Exercise — Skip the pictures. Transcribe the rest of the data below without changing a word.

[[ Exercise material, beginning ]]

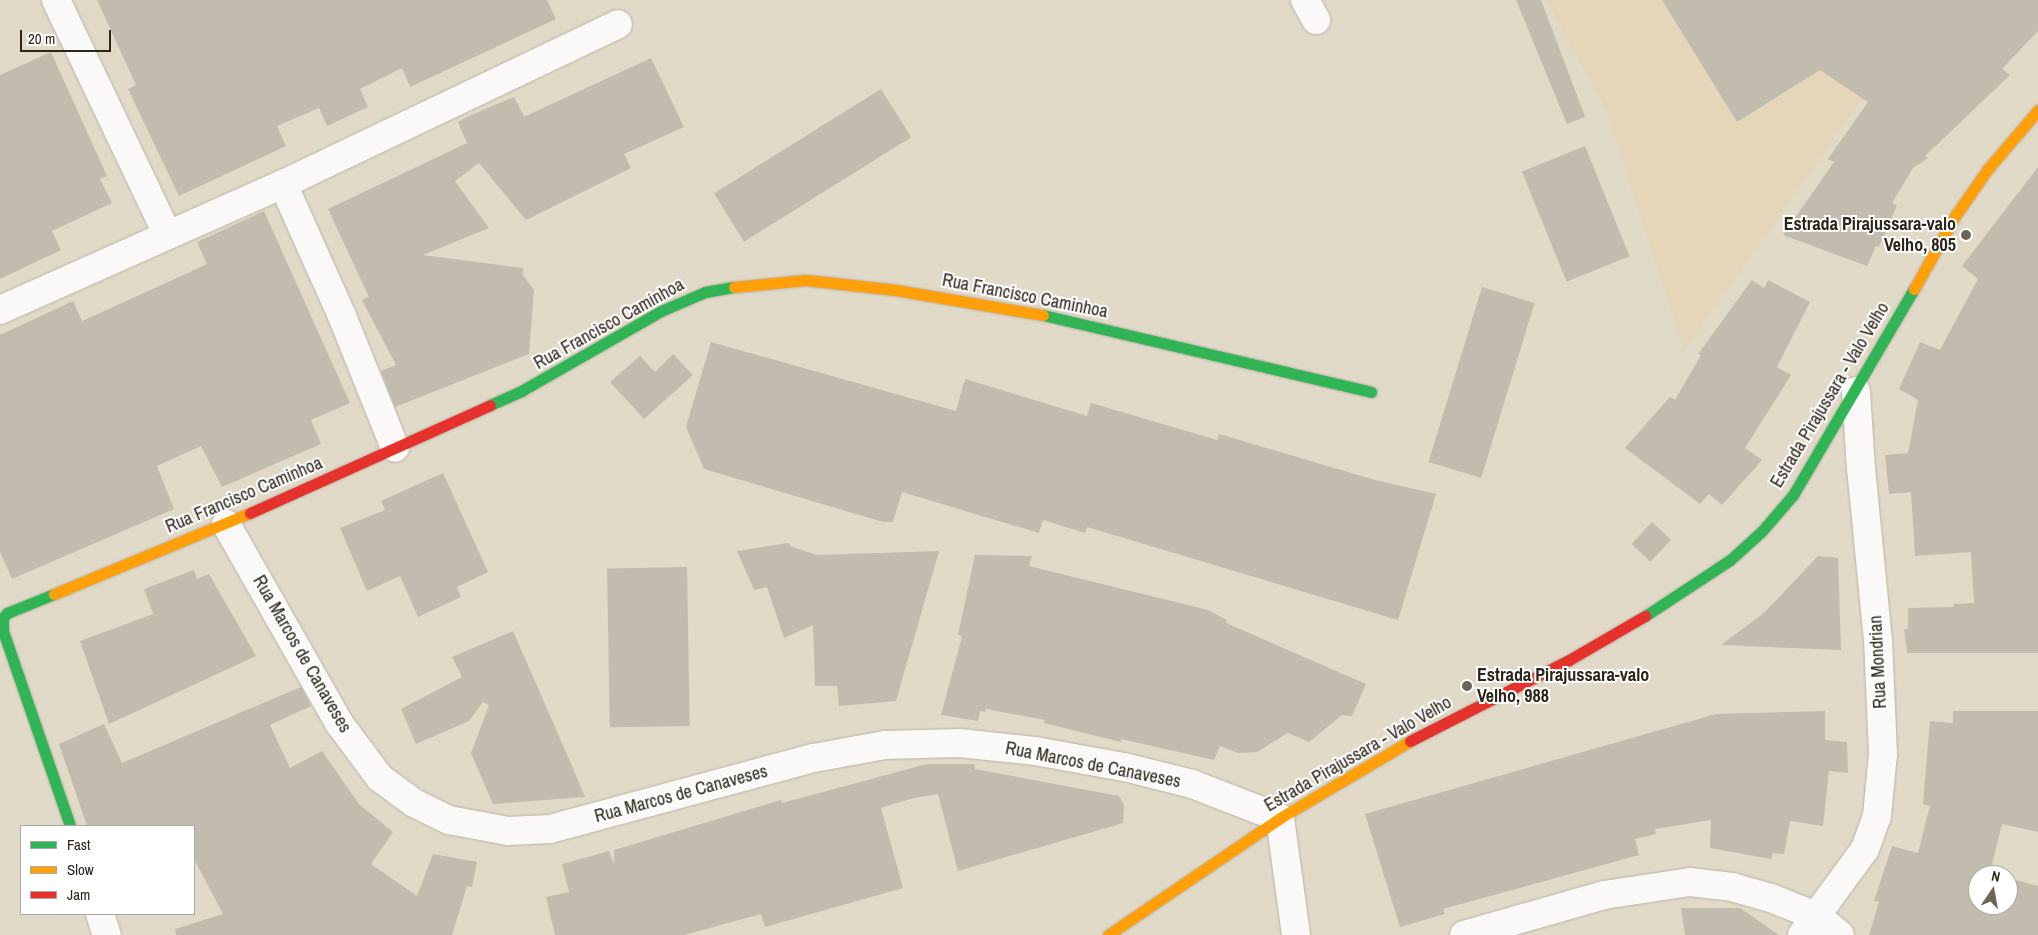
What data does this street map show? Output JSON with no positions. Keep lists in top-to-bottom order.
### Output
{
  "streets": {
    "street": [
      "Rua Francisco Caminhoa",
      "Estrada Pirajussara - Valo Velho",
      "Rua Marcos de Canaveses",
      "Rua Mondrian"
    ]
  },
  "crossings": [
    ["Rua Francisco Caminhoa", "Rua Marcos de Canaveses"],
    ["Estrada Pirajussara - Valo Velho", "Rua Marcos de Canaveses"],
    ["Estrada Pirajussara - Valo Velho", "Rua Mondrian"]
  ],
  "places": ["Estrada Pirajussara-valo Velho, 805", "Estrada Pirajussara-valo Velho, 988"],
  "legend": ["Fast", "Slow", "Jam"],
  "scale_bar": "20 m",
  "north": "top"
}
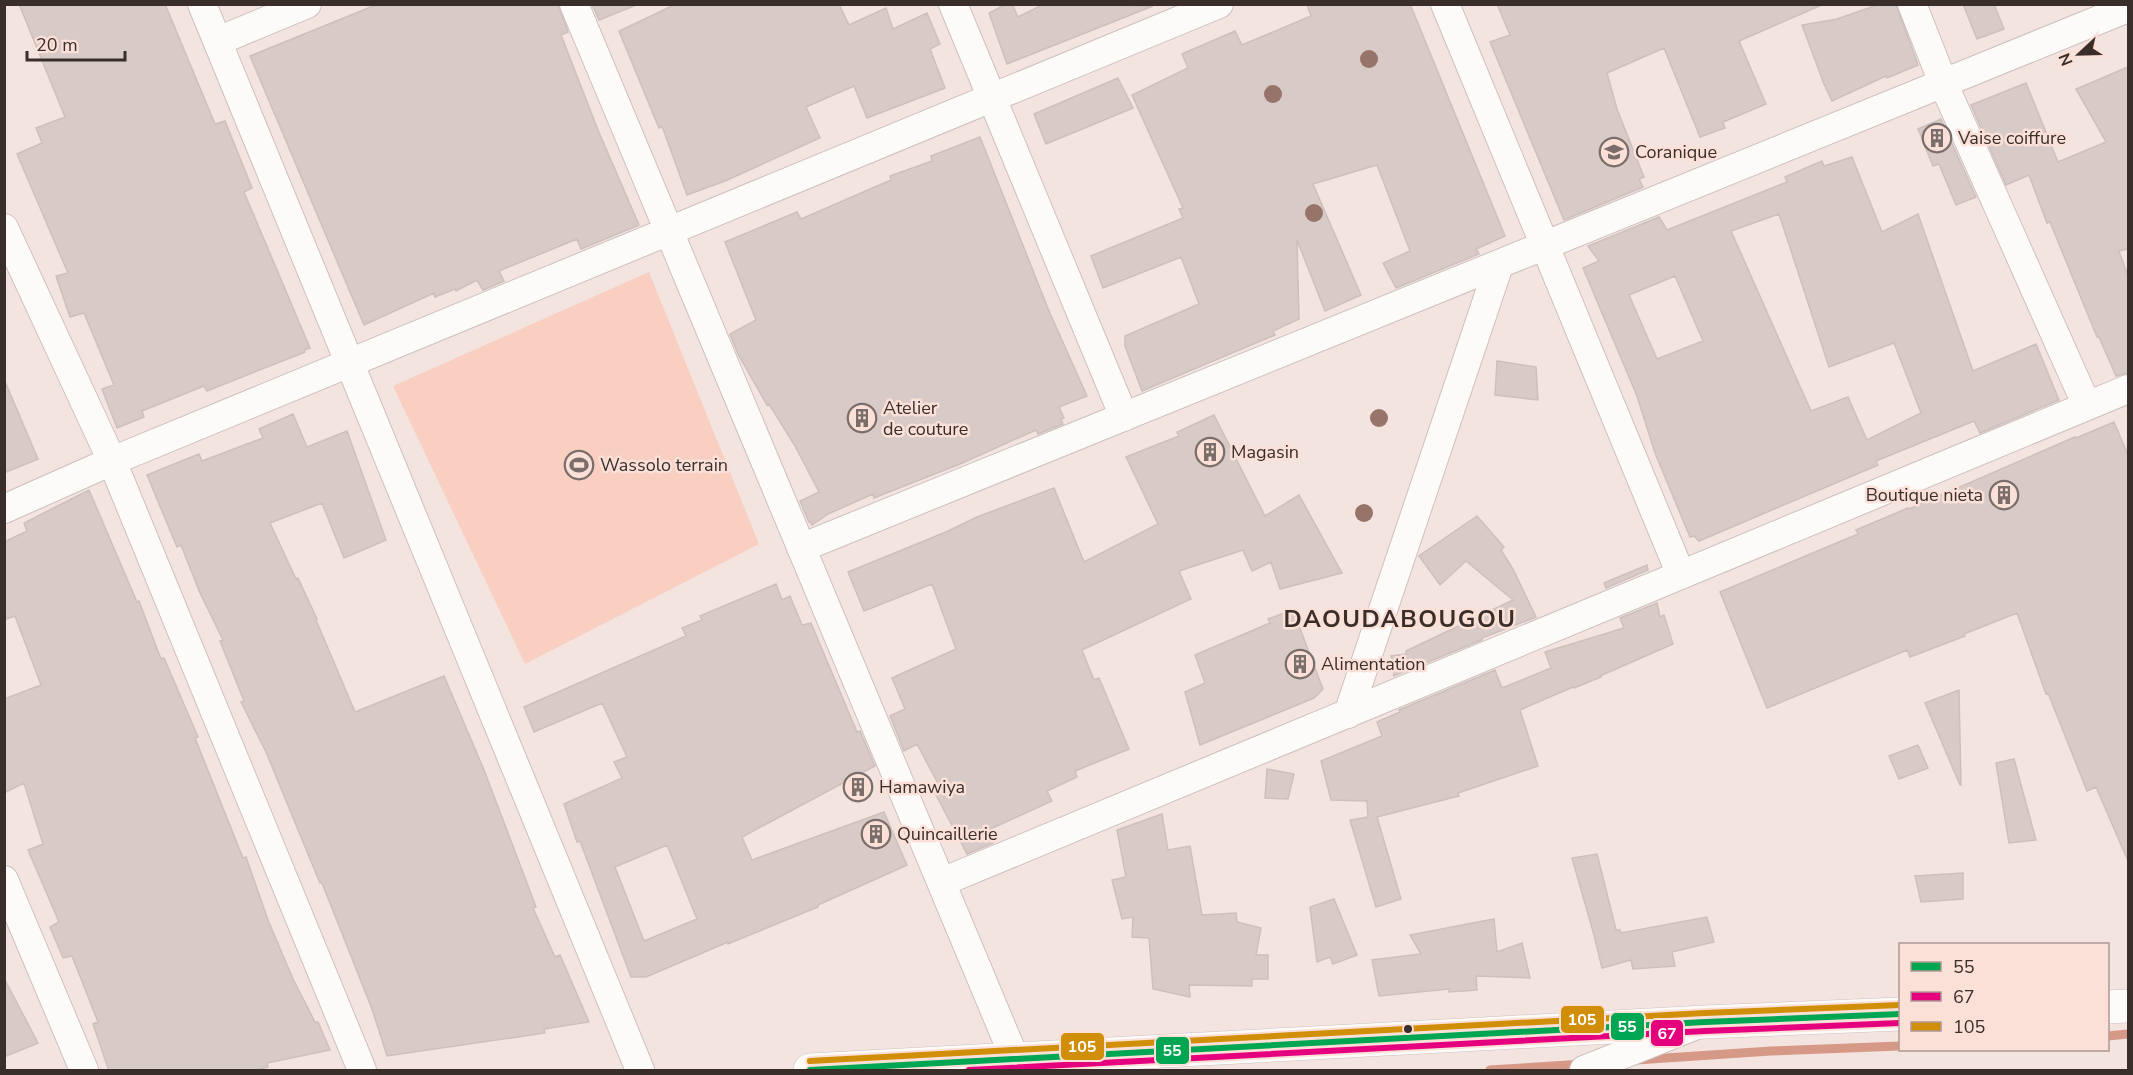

[[ Exercise material, end ]]

Solution —
What data does this street map show? Output JSON with no positions. Keep lists in top-to-bottom order.
### Output
{
  "streets": {
    "street": [
      "Rua Francisco Caminhoa",
      "Estrada Pirajussara - Valo Velho",
      "Rua Marcos de Canaveses",
      "Rua Mondrian"
    ]
  },
  "crossings": [
    ["Rua Francisco Caminhoa", "Rua Marcos de Canaveses"],
    ["Estrada Pirajussara - Valo Velho", "Rua Marcos de Canaveses"],
    ["Estrada Pirajussara - Valo Velho", "Rua Mondrian"]
  ],
  "places": ["Estrada Pirajussara-valo Velho, 805", "Estrada Pirajussara-valo Velho, 988"],
  "legend": ["Fast", "Slow", "Jam"],
  "scale_bar": "20 m",
  "north": "top"
}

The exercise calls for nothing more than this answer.